Exercise - Please give back only the lines below from the one containing "position:relative; width:1735px; height:1072px;" to the one containing "filter:drop-shadow(0 0 2px", each repeated word for word, both ends included.

* * *

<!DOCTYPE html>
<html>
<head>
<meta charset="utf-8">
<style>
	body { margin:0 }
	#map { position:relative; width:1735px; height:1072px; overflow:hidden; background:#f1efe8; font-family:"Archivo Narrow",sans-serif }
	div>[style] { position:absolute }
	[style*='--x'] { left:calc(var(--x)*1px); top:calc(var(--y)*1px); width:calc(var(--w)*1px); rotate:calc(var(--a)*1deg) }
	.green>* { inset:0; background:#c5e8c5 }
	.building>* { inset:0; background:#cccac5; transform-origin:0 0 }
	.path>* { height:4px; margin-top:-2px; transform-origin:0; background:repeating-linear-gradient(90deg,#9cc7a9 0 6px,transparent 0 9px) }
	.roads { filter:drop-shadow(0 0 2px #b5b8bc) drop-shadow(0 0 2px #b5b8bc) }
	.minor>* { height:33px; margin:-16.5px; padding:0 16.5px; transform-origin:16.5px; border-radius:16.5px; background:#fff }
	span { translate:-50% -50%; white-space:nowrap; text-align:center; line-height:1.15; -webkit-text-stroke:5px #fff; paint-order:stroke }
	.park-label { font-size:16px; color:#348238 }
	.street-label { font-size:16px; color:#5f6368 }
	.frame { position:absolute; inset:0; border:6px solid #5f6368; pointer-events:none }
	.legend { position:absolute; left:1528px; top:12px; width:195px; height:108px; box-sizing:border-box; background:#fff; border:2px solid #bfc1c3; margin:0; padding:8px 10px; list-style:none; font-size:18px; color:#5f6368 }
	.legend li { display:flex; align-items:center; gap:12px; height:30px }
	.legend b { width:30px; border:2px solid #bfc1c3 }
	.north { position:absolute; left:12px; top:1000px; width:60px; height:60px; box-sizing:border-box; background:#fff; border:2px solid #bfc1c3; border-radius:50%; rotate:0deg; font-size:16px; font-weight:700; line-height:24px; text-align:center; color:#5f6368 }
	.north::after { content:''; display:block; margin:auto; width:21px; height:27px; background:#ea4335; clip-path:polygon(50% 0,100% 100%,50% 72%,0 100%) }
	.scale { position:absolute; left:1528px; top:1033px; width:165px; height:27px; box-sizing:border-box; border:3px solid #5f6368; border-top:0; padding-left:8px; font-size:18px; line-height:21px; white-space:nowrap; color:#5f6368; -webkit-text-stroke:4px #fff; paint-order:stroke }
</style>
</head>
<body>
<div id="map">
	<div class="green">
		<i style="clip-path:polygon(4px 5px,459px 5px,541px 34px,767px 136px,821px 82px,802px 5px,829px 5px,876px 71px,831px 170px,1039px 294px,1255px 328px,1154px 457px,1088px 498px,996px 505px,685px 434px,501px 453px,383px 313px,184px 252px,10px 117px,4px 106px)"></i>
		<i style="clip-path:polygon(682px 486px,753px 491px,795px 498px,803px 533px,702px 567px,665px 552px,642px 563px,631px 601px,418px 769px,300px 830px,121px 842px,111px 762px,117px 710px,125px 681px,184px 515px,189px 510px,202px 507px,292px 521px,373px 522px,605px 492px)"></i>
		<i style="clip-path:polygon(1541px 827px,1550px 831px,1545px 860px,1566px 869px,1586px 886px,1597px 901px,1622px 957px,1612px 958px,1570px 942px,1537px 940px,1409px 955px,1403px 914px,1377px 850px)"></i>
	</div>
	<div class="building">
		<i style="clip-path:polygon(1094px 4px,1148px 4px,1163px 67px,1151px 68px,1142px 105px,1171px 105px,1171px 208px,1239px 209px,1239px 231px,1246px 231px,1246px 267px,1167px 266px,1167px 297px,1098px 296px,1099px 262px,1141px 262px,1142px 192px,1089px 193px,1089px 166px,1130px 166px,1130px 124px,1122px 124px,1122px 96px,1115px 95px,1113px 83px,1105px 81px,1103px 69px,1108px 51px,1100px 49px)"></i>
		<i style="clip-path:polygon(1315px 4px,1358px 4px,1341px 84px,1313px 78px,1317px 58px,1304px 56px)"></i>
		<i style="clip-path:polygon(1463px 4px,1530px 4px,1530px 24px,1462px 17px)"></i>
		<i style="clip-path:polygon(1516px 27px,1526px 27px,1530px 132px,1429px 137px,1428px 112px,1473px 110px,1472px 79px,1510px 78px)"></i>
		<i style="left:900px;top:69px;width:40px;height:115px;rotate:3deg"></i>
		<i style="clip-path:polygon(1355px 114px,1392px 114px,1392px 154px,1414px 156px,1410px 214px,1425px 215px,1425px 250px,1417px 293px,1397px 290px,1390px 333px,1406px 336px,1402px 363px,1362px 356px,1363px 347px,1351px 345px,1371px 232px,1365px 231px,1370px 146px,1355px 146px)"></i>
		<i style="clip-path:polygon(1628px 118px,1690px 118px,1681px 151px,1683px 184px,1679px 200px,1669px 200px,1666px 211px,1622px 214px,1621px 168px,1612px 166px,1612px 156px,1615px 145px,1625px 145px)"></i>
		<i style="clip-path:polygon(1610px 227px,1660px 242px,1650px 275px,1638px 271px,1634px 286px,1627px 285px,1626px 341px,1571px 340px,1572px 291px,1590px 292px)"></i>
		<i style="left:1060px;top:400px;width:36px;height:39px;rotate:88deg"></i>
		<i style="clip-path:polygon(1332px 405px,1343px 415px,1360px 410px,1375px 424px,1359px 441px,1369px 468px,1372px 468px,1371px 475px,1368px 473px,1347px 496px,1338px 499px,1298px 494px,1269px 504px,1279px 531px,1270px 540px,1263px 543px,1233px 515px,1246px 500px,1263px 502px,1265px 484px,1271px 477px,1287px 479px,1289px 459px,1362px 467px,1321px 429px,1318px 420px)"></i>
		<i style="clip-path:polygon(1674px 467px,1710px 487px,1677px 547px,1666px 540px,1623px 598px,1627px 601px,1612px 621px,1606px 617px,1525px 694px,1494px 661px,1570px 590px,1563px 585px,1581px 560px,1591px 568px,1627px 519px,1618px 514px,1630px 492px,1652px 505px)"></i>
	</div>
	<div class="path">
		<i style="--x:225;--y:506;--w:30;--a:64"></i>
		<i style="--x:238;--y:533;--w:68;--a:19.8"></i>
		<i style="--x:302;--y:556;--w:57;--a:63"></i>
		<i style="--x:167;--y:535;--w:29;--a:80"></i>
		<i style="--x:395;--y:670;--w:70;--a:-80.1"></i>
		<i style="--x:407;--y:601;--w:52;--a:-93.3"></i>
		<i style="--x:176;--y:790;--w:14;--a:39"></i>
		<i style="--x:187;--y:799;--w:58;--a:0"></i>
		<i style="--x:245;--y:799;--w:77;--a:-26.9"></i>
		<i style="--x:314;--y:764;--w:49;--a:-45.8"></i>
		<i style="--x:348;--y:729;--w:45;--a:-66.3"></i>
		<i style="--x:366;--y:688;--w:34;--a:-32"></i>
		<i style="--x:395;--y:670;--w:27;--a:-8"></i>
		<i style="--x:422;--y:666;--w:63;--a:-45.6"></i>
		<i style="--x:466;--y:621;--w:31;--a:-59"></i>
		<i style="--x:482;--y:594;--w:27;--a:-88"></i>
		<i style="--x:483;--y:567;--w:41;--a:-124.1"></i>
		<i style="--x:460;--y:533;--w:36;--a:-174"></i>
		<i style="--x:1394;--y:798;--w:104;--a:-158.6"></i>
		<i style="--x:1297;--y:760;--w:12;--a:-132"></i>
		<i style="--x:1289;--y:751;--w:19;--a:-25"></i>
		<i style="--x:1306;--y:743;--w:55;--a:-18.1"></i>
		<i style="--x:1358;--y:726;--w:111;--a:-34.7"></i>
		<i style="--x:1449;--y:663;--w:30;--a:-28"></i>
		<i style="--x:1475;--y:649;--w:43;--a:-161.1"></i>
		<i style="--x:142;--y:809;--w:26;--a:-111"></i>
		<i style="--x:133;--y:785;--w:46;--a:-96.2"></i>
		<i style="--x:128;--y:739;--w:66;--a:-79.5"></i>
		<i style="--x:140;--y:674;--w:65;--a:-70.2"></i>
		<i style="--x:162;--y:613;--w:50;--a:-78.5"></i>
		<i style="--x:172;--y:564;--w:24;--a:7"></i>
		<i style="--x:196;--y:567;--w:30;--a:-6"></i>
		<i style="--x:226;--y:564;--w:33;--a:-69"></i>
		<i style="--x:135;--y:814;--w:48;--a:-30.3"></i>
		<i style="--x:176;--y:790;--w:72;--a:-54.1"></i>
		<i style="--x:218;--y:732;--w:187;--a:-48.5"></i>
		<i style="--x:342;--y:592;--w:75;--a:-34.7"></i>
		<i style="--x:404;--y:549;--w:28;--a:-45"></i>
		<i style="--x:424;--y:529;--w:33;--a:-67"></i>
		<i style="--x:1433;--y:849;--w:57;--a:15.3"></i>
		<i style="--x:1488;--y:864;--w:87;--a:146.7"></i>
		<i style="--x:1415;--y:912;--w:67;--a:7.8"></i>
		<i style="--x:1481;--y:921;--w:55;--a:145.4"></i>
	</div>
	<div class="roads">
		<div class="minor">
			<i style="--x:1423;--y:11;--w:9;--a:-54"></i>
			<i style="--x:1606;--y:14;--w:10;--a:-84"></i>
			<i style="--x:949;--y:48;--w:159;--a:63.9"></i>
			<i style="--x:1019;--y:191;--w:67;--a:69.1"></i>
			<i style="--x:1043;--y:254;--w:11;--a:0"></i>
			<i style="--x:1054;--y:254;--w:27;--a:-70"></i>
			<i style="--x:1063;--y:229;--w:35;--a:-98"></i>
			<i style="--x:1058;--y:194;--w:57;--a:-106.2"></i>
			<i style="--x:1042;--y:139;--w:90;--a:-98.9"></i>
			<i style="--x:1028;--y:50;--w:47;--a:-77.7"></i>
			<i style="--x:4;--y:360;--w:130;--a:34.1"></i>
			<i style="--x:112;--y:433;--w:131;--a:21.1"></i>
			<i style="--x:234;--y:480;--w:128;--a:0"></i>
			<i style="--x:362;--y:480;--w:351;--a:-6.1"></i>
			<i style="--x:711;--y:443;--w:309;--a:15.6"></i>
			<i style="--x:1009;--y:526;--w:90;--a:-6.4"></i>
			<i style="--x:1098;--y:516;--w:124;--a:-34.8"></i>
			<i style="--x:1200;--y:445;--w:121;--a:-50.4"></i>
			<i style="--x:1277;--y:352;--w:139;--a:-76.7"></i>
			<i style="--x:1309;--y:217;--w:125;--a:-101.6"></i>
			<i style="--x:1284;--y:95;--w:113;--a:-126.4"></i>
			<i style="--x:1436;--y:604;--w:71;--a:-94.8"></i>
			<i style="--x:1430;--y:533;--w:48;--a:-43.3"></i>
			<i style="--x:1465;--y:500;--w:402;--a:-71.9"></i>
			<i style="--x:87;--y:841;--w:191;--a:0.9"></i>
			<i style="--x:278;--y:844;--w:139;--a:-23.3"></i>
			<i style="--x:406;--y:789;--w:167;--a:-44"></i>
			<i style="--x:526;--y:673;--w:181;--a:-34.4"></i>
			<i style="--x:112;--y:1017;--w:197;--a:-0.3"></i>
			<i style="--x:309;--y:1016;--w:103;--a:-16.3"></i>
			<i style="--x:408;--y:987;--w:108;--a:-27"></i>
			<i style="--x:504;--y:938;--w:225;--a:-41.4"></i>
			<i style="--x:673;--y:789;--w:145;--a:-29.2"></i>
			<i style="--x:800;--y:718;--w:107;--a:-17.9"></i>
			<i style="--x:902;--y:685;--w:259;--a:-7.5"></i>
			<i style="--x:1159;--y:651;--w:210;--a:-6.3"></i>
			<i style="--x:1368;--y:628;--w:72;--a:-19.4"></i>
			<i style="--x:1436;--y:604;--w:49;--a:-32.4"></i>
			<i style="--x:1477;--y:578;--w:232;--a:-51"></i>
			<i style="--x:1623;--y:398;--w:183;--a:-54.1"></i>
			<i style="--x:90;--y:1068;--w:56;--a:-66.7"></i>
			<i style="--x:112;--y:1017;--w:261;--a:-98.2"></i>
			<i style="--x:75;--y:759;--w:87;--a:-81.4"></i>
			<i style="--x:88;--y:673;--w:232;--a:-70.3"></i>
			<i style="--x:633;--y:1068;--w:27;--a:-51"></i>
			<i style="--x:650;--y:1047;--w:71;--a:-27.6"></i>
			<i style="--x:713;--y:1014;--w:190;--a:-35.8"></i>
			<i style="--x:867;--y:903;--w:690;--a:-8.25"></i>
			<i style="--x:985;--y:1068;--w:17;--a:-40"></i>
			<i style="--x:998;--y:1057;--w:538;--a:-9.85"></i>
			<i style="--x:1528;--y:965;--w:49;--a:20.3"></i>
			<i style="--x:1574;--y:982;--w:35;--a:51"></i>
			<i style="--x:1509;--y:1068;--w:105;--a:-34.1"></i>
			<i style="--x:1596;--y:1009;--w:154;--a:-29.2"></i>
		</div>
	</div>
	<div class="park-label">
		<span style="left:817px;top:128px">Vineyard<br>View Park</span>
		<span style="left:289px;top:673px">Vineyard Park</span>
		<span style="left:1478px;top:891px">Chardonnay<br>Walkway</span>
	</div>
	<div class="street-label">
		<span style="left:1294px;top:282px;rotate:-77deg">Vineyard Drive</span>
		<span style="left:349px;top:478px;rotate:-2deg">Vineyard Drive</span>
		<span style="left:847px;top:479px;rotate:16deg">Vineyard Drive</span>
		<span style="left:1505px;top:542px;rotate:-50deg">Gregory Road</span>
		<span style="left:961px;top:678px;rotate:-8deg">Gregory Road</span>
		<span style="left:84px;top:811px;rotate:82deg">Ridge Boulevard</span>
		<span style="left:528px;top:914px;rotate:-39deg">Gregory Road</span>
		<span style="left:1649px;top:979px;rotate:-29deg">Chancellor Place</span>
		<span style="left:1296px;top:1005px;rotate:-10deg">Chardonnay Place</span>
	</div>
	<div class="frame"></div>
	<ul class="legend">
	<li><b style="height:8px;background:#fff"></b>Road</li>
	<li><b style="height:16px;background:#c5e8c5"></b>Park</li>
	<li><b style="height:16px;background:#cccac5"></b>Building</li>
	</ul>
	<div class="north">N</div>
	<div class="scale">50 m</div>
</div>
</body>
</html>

* * *

Solution to this problem -
	#map { position:relative; width:1735px; height:1072px; overflow:hidden; background:#f1efe8; font-family:"Archivo Narrow",sans-serif }
	div>[style] { position:absolute }
	[style*='--x'] { left:calc(var(--x)*1px); top:calc(var(--y)*1px); width:calc(var(--w)*1px); rotate:calc(var(--a)*1deg) }
	.green>* { inset:0; background:#c5e8c5 }
	.building>* { inset:0; background:#cccac5; transform-origin:0 0 }
	.path>* { height:4px; margin-top:-2px; transform-origin:0; background:repeating-linear-gradient(90deg,#9cc7a9 0 6px,transparent 0 9px) }
	.roads { filter:drop-shadow(0 0 2px #b5b8bc) drop-shadow(0 0 2px #b5b8bc) }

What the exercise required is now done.